A faithful, word-for-word transcription of all the data is what is needed.
_ _ _ _ _
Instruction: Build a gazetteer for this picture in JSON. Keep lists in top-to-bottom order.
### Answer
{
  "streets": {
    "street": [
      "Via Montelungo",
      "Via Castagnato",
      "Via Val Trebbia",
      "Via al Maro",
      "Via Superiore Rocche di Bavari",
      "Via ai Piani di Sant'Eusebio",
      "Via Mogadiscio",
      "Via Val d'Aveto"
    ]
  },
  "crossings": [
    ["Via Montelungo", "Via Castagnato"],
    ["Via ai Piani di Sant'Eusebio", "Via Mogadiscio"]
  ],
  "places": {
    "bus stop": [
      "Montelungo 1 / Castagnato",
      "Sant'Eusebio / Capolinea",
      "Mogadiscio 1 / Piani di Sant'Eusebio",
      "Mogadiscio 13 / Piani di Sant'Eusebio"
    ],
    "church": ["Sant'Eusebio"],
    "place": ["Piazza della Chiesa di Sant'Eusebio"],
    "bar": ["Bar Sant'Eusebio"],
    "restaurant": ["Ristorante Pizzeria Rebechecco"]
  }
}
_ _ _ _ _
◆ RESPONSE TO THE EXERCISE:
Instruction: Build a gazetteer for this picture in JSON. Keep lists in top-to-bottom order.
### Answer
{
  "streets": {
    "street": [
      "Via Montelungo",
      "Via Castagnato",
      "Via Val Trebbia",
      "Via al Maro",
      "Via Superiore Rocche di Bavari",
      "Via ai Piani di Sant'Eusebio",
      "Via Mogadiscio",
      "Via Val d'Aveto"
    ]
  },
  "crossings": [
    ["Via Montelungo", "Via Castagnato"],
    ["Via ai Piani di Sant'Eusebio", "Via Mogadiscio"]
  ],
  "places": {
    "bus stop": [
      "Montelungo 1 / Castagnato",
      "Sant'Eusebio / Capolinea",
      "Mogadiscio 1 / Piani di Sant'Eusebio",
      "Mogadiscio 13 / Piani di Sant'Eusebio"
    ],
    "church": ["Sant'Eusebio"],
    "place": ["Piazza della Chiesa di Sant'Eusebio"],
    "bar": ["Bar Sant'Eusebio"],
    "restaurant": ["Ristorante Pizzeria Rebechecco"]
  }
}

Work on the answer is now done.